In questo contesto, continuare a fare politiche differenti tra i ventisette Paesi è semplicemente impossibile.
L’Europa non è minacciata da una guerra tradizionale, ma da una lenta erosione della sua capacità di influire sul mondo.
E quando non si influenza, si subisce.
Politica estera e difesa: le due metà della stessa sovranità
Spesso si discute di difesa europea come se fosse una questione tecnica, fatta di budget, sistemi d’arma, comandi e procedure.
Senza dubbio esiste anche questo.
Ma prima ancora di essere una questione militare, la difesa è una questione politica.
Una politica estera senza difesa è una mente senza braccio.
Una difesa senza politica estera è un braccio senza mente.
Non funziona.
Se vogliamo contare nel mondo, se vogliamo proteggere i nostri cittadini, se vogliamo affrontare da protagonisti le grandi crisi globali, dobbiamo fare ciò che gli altri fanno da decenni: parlare con una voce sola.
Non significa rinunciare alle identità nazionali.
Significa decidere insieme quali obiettivi servono all’interesse comune europeo.

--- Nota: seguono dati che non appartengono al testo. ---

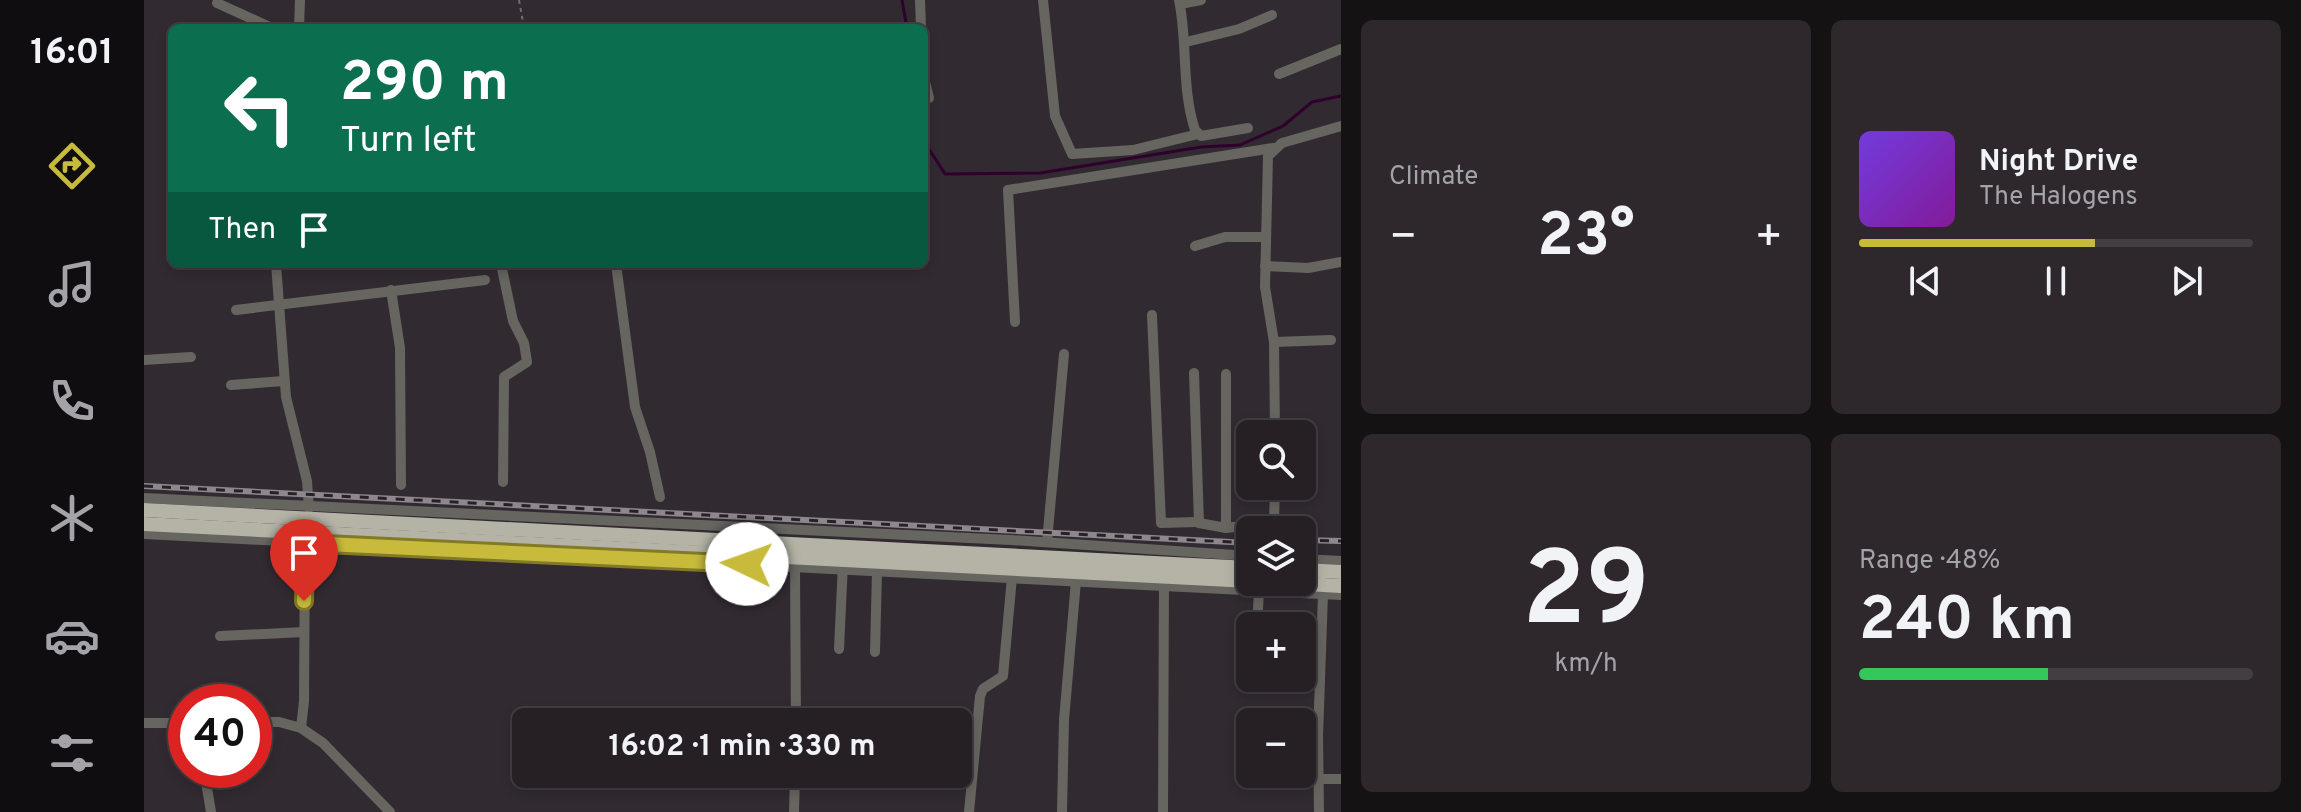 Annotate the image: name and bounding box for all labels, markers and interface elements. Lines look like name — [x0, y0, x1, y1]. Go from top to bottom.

E muoversi di conseguenza.
Perché oggi è il momento giusto
Paradossalmente, questo è uno dei rari momenti storici in cui politica, opinione pubblica ed economia convergono nella stessa direzione:
- gli Stati europei stanno aumentando la spesa per la sicurezza,
- le società europee capiscono che il mondo è cambiato e chiedono protezione,
- le istituzioni dell’Unione iniziano a discutere apertamente di un vero coordinamento strategico.
Quello che per anni è sembrato un “sogno da federalisti convinti” oggi appare per ciò che realmente è: una necessità pratica, molto concreta.
Se non si riuscisse nell’immediato a costruire una politica estera comune, l’Europa dovrebbe comunque come primo passo concreto procedere sulla difesa: Sarebbe il minimo indispensabile per non rimanere indietro e perdere ancora terreno rispetto alle grandi potenze multipolari. Sarebbe cioè una prima affermazione che l’Europa si affaccia sulla scena mondiale come attore con la propria identità storica, culturale e, non dimentichiamo, forza economica, industriale e finanziaria.
Limitarsi alla semplice difesa comune (già De Gasperi nel 1954 l’aveva profetizzata come primo passo indispensabile per non ricadere nelle guerre tra i popoli come era già successo per due volte nel 1900)), non sarebbe la soluzione definitiva – anzi, sarebbe come camminare con una gamba sola, perché una difesa senza una strategia politica condivisa rischia di essere inefficace o incoerente – ma sarebbe comunque un passo importante nella giusta direzione per non perdere più terreno rispetto ai massimi interlocutori mondiali.
Una difesa comune europea, infatti, creerebbe almeno le condizioni minime di interoperabilità, responsabilità e coordinamento che oggi mancano.
E proprio quel passo, anche se incompleto, potrebbe diventare il motore per far maturare finalmente anche la politica estera comune, che oggi è bloccata più da logiche di veti che da reali divergenze strategiche.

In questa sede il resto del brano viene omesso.